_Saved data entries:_

┌──

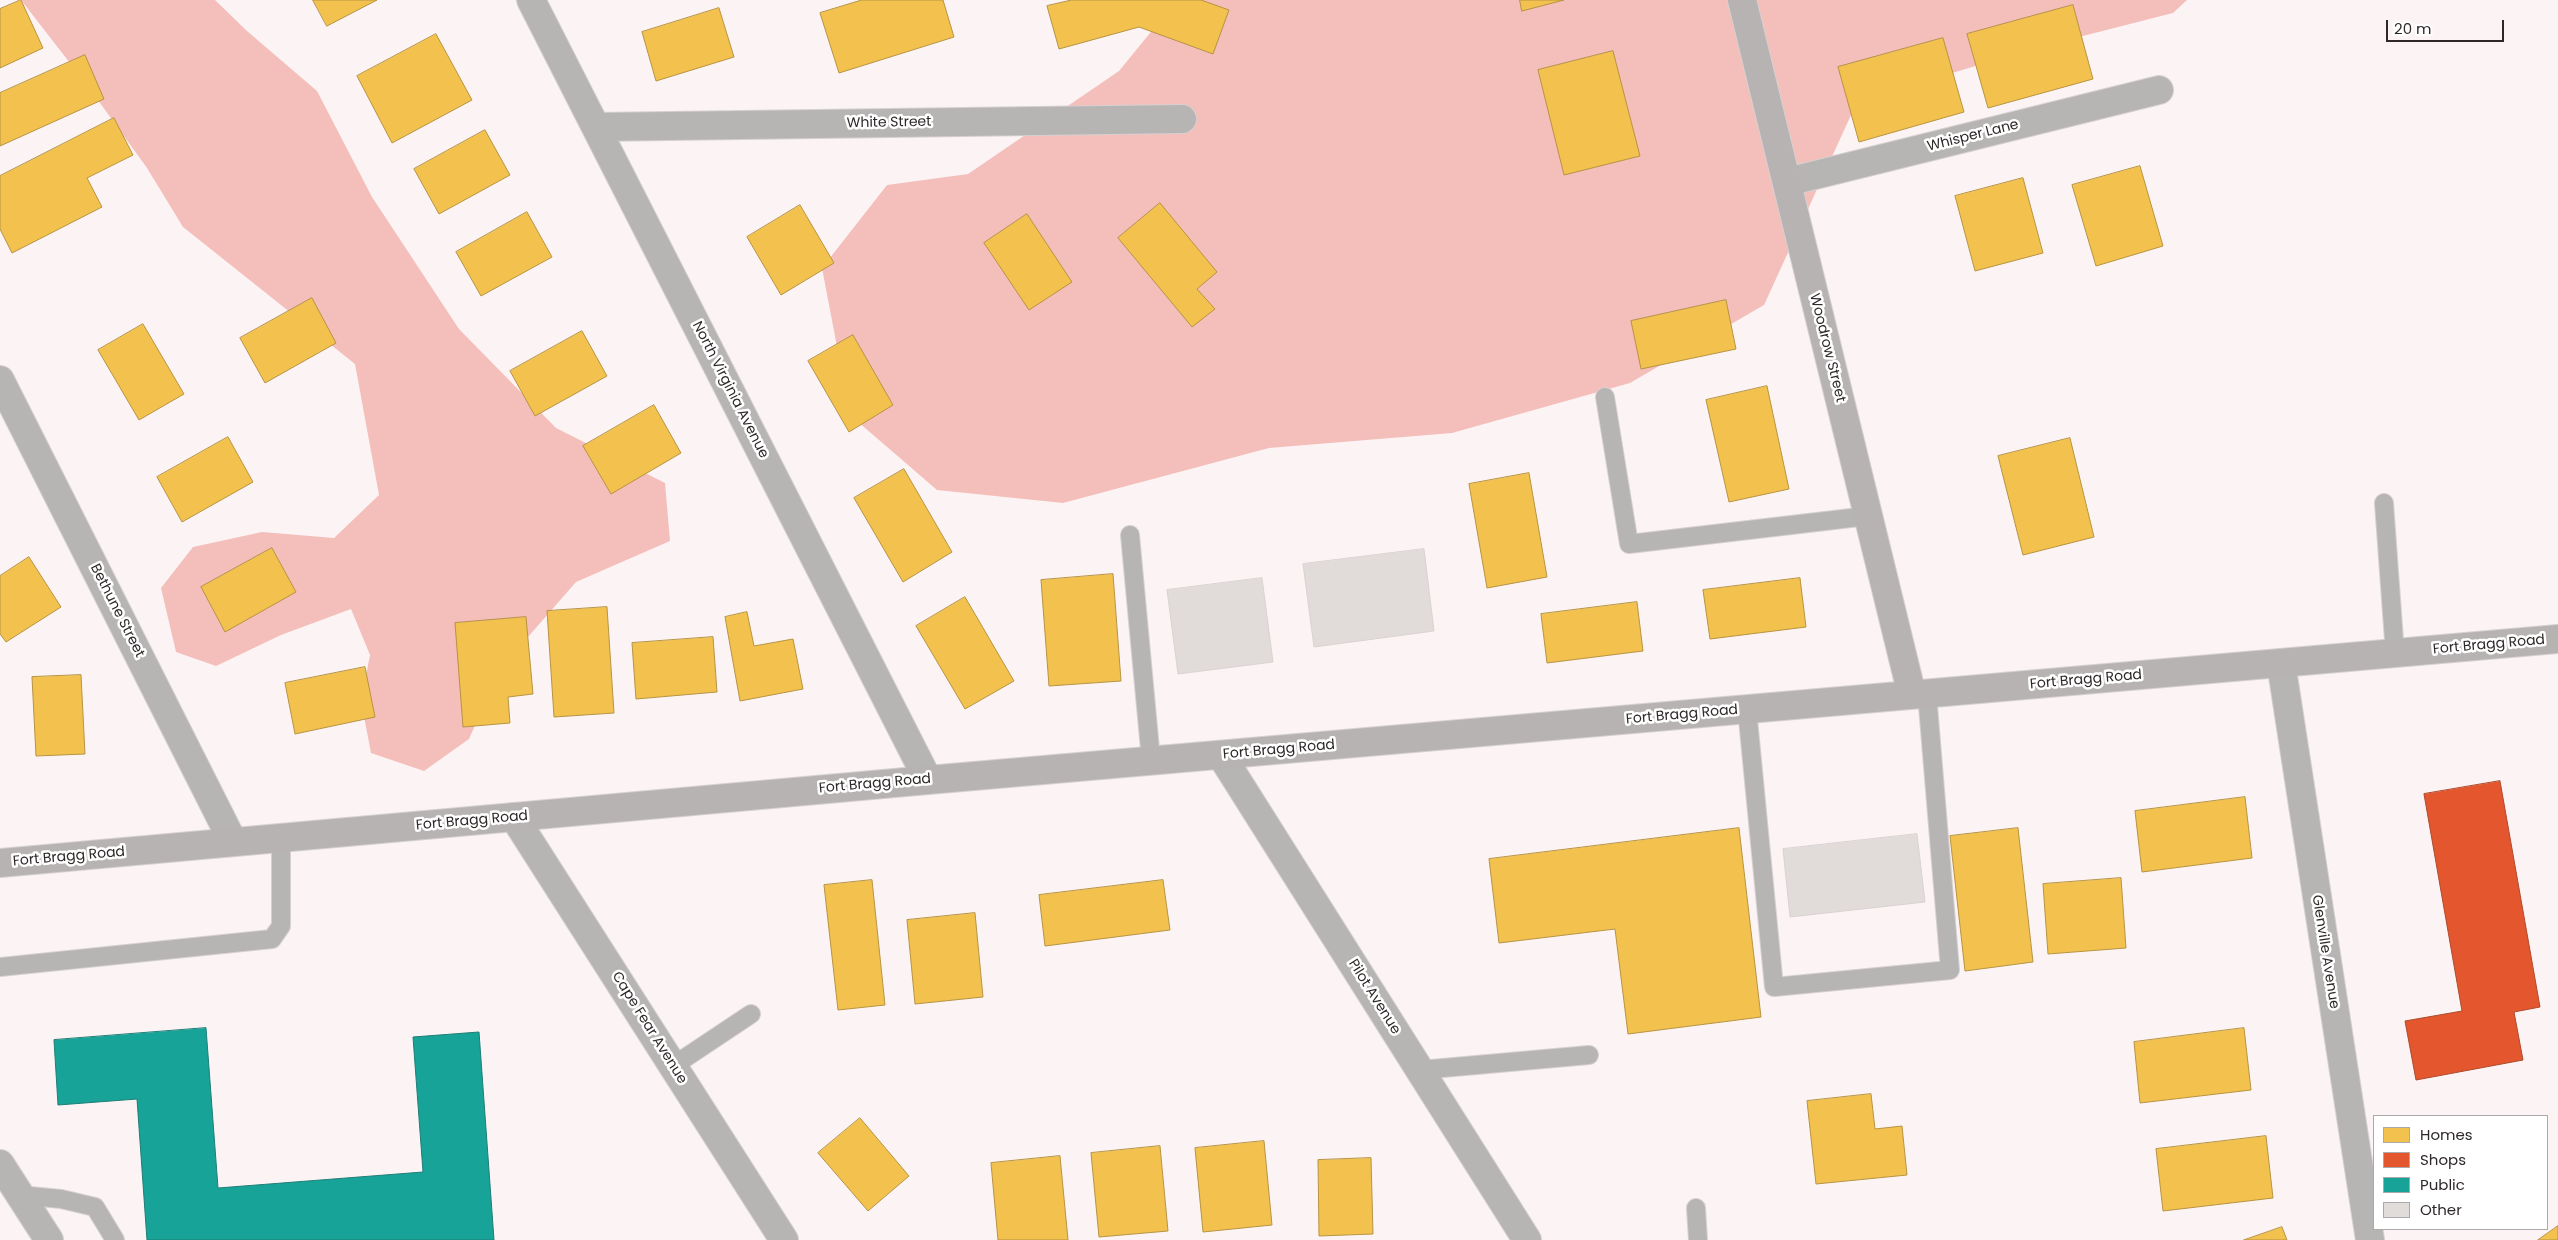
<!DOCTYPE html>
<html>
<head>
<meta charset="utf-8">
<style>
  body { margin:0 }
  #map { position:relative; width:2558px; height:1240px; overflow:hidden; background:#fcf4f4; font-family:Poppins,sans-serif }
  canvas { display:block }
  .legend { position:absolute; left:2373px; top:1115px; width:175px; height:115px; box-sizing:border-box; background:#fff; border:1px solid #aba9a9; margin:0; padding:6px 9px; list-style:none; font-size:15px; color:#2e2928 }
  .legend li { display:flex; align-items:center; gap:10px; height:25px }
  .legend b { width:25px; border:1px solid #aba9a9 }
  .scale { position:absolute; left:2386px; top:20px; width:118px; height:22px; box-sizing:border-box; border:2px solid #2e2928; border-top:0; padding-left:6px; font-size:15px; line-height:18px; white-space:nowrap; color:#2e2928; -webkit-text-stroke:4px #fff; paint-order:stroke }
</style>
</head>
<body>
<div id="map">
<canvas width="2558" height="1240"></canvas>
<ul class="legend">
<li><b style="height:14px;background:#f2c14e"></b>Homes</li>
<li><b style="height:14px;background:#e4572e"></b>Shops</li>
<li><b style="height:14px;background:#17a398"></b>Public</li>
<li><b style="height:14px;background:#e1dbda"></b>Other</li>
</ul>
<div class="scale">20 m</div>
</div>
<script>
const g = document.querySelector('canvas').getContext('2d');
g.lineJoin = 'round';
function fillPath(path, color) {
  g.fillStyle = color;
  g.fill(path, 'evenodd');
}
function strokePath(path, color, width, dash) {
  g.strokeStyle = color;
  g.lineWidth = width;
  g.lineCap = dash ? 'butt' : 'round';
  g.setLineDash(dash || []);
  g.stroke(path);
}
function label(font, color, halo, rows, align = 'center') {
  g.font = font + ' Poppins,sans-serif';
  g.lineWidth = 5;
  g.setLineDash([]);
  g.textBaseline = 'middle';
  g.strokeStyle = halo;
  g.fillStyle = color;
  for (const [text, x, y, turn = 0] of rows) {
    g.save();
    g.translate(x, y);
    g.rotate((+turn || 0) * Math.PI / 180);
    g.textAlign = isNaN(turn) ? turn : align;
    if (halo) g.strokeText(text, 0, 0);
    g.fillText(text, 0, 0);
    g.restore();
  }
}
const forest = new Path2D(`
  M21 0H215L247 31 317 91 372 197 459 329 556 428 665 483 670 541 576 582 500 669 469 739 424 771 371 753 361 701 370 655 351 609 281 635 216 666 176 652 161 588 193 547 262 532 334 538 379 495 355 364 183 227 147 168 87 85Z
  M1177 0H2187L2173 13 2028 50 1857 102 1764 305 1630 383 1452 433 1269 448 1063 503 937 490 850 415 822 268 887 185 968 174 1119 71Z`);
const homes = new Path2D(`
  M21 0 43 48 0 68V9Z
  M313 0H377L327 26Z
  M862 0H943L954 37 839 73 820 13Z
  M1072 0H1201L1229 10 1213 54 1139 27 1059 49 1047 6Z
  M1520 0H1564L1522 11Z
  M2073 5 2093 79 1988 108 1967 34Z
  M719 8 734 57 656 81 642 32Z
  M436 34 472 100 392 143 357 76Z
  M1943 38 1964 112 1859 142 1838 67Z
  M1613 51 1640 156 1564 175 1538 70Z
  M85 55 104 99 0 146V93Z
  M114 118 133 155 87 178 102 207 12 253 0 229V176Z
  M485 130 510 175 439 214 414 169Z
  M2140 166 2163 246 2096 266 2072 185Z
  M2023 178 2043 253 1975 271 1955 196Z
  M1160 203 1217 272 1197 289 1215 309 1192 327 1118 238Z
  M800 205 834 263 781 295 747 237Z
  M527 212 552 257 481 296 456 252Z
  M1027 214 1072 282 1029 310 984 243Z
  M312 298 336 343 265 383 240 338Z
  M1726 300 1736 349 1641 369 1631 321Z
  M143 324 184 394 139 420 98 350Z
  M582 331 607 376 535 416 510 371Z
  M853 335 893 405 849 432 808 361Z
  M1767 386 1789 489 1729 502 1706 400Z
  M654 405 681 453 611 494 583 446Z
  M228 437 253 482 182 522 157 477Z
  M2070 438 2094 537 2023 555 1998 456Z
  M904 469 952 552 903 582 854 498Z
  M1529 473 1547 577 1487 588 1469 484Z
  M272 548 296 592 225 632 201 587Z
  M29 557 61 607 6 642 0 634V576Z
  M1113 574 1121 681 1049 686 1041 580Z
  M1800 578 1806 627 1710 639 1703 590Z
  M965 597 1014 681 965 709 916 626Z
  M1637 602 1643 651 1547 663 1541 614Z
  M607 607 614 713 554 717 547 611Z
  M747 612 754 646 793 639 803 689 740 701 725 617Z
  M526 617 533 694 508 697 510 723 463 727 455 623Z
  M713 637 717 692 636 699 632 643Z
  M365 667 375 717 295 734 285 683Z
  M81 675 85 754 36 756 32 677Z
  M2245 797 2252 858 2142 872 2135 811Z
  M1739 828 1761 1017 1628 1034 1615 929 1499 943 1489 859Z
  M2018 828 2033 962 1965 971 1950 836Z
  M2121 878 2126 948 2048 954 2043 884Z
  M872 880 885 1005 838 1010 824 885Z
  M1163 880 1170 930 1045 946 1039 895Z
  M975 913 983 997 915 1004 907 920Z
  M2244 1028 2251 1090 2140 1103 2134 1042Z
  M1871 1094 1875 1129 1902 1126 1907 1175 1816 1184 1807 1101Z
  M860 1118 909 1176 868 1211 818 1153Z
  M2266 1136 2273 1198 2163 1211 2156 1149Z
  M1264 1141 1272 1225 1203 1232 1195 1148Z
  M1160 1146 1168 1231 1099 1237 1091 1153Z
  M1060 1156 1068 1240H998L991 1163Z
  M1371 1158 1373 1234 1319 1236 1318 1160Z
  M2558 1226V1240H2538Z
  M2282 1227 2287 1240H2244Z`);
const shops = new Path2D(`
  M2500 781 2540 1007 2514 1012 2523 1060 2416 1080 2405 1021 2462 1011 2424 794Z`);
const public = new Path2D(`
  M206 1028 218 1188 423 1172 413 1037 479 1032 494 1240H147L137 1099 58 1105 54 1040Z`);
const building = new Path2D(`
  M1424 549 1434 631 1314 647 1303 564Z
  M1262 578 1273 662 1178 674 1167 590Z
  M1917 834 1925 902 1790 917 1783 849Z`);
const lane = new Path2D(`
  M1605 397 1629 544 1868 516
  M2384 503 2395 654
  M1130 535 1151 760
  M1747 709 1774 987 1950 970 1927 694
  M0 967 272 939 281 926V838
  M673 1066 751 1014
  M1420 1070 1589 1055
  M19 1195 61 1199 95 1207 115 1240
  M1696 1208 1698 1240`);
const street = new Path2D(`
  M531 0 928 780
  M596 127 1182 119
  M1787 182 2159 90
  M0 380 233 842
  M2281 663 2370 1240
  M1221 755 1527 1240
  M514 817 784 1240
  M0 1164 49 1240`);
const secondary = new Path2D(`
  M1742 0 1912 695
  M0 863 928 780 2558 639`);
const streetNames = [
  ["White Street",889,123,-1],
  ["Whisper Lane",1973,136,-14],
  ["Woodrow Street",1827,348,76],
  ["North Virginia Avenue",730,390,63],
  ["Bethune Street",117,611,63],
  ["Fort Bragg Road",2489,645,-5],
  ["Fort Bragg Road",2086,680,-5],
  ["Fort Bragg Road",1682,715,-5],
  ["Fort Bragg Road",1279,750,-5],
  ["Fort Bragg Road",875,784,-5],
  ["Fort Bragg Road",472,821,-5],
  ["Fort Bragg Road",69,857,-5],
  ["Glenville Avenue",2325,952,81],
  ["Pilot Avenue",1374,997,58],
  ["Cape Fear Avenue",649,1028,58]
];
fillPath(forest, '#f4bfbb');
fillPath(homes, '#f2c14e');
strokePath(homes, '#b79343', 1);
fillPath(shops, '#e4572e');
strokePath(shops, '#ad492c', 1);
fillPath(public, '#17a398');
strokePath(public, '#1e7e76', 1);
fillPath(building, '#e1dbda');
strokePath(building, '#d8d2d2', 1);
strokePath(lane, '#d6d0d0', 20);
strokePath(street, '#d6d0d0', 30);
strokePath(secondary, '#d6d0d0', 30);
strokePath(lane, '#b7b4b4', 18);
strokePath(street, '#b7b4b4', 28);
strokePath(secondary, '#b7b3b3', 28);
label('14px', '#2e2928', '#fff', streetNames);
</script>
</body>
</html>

└──
┌──

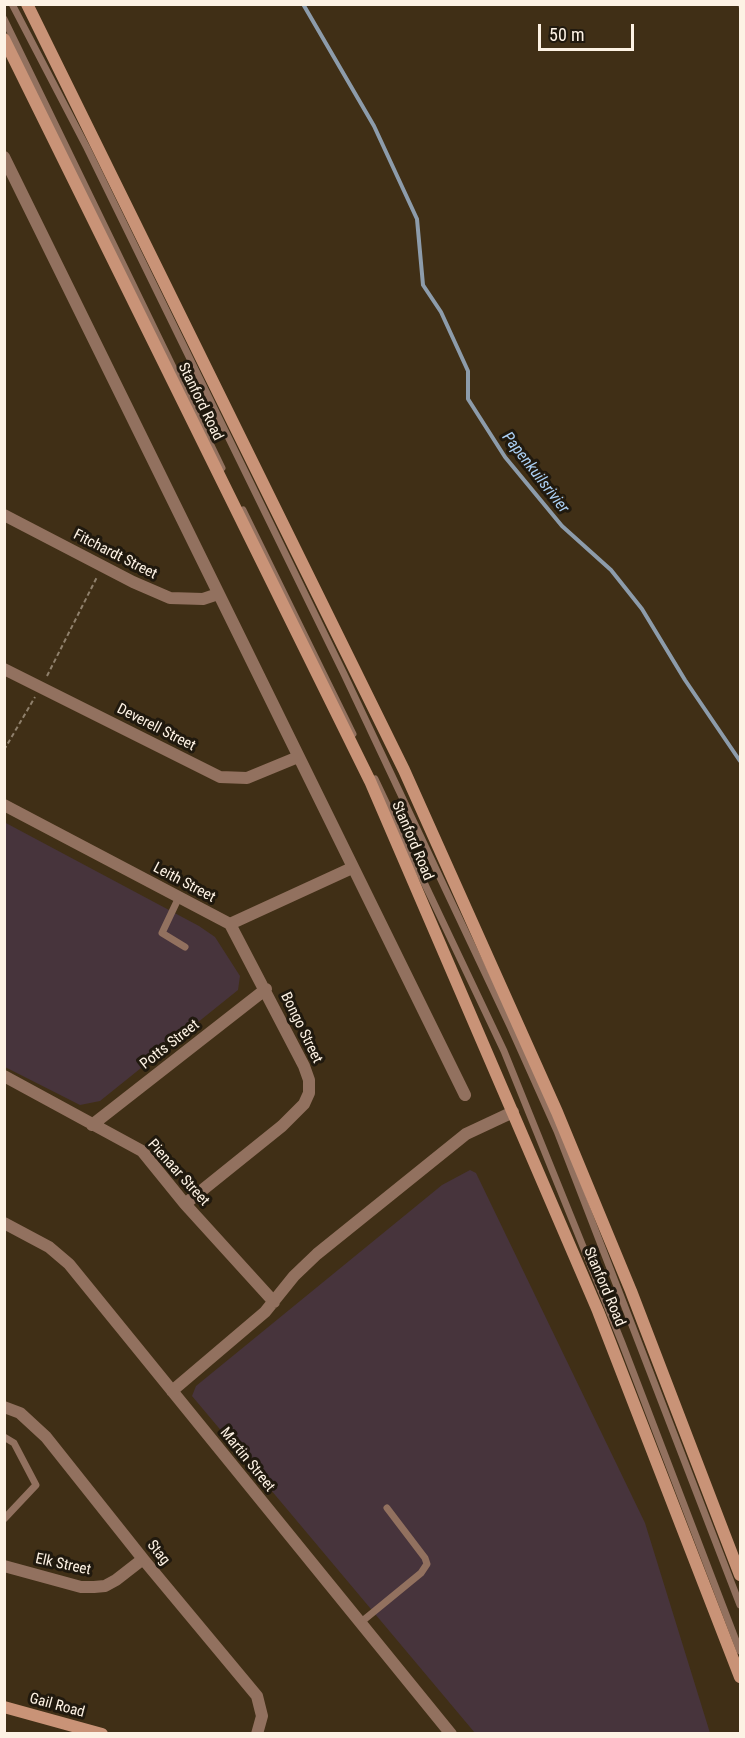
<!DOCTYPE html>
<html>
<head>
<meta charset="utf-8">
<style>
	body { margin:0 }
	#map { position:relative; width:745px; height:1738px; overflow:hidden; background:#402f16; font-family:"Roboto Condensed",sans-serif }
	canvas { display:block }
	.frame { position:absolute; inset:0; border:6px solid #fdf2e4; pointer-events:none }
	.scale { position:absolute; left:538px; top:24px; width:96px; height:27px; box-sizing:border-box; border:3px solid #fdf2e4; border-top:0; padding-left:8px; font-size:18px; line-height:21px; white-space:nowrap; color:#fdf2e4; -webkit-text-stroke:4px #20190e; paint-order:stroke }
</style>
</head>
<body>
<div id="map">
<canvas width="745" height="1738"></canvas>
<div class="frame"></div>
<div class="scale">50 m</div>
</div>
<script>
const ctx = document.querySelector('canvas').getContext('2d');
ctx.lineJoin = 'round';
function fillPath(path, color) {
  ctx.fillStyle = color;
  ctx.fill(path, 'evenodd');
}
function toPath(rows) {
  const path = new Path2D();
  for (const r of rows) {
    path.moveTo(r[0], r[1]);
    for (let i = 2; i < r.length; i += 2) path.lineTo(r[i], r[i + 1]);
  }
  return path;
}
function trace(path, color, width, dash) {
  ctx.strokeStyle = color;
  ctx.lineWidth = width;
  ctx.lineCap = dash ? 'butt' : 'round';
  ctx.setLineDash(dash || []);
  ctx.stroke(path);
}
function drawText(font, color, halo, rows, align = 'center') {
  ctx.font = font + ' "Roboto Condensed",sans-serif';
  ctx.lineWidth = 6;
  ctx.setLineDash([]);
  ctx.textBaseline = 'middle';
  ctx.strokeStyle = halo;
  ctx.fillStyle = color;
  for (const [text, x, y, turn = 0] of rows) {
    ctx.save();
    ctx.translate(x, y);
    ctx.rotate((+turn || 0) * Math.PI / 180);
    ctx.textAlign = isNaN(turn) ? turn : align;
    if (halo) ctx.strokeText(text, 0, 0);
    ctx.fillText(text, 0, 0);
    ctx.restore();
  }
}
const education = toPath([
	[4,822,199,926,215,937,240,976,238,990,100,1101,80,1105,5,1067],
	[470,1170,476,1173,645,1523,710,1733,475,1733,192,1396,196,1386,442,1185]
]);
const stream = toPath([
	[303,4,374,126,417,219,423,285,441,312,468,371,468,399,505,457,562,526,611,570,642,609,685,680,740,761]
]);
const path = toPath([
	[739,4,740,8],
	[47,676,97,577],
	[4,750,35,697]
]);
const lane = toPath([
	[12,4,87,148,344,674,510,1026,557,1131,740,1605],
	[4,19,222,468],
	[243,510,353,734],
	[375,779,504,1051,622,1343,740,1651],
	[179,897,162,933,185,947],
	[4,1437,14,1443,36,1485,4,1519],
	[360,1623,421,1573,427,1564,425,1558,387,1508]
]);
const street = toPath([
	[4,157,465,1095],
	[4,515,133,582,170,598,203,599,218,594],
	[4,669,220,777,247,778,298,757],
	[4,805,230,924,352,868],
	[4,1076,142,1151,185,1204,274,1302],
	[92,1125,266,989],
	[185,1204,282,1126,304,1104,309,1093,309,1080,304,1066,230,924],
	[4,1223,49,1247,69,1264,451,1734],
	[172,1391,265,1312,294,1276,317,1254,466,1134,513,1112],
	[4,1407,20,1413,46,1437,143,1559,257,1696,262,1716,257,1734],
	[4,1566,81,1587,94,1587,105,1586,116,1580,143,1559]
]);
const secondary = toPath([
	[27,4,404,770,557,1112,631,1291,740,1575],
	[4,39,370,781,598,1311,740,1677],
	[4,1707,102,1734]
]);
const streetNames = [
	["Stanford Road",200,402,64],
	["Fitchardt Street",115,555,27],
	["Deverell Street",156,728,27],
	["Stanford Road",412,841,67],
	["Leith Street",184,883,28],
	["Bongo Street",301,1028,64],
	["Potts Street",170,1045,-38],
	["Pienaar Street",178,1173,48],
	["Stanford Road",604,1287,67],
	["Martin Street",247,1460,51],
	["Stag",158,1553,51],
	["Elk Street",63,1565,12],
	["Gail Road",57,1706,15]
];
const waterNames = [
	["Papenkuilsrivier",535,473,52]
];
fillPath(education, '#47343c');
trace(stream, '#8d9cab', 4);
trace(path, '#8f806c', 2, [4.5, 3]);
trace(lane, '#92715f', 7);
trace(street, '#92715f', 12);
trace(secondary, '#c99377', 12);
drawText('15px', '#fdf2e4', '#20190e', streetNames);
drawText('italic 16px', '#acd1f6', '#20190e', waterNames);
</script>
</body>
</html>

└──

_Task:_
Every line from the line containing "function drawText(font, color, halo, rows, align" through the line containing "[4,750,35,697]" in the records above must be retyped exactly. Leave out the rest.

_Solved problem:_
function drawText(font, color, halo, rows, align = 'center') {
  ctx.font = font + ' "Roboto Condensed",sans-serif';
  ctx.lineWidth = 6;
  ctx.setLineDash([]);
  ctx.textBaseline = 'middle';
  ctx.strokeStyle = halo;
  ctx.fillStyle = color;
  for (const [text, x, y, turn = 0] of rows) {
    ctx.save();
    ctx.translate(x, y);
    ctx.rotate((+turn || 0) * Math.PI / 180);
    ctx.textAlign = isNaN(turn) ? turn : align;
    if (halo) ctx.strokeText(text, 0, 0);
    ctx.fillText(text, 0, 0);
    ctx.restore();
  }
}
const education = toPath([
	[4,822,199,926,215,937,240,976,238,990,100,1101,80,1105,5,1067],
	[470,1170,476,1173,645,1523,710,1733,475,1733,192,1396,196,1386,442,1185]
]);
const stream = toPath([
	[303,4,374,126,417,219,423,285,441,312,468,371,468,399,505,457,562,526,611,570,642,609,685,680,740,761]
]);
const path = toPath([
	[739,4,740,8],
	[47,676,97,577],
	[4,750,35,697]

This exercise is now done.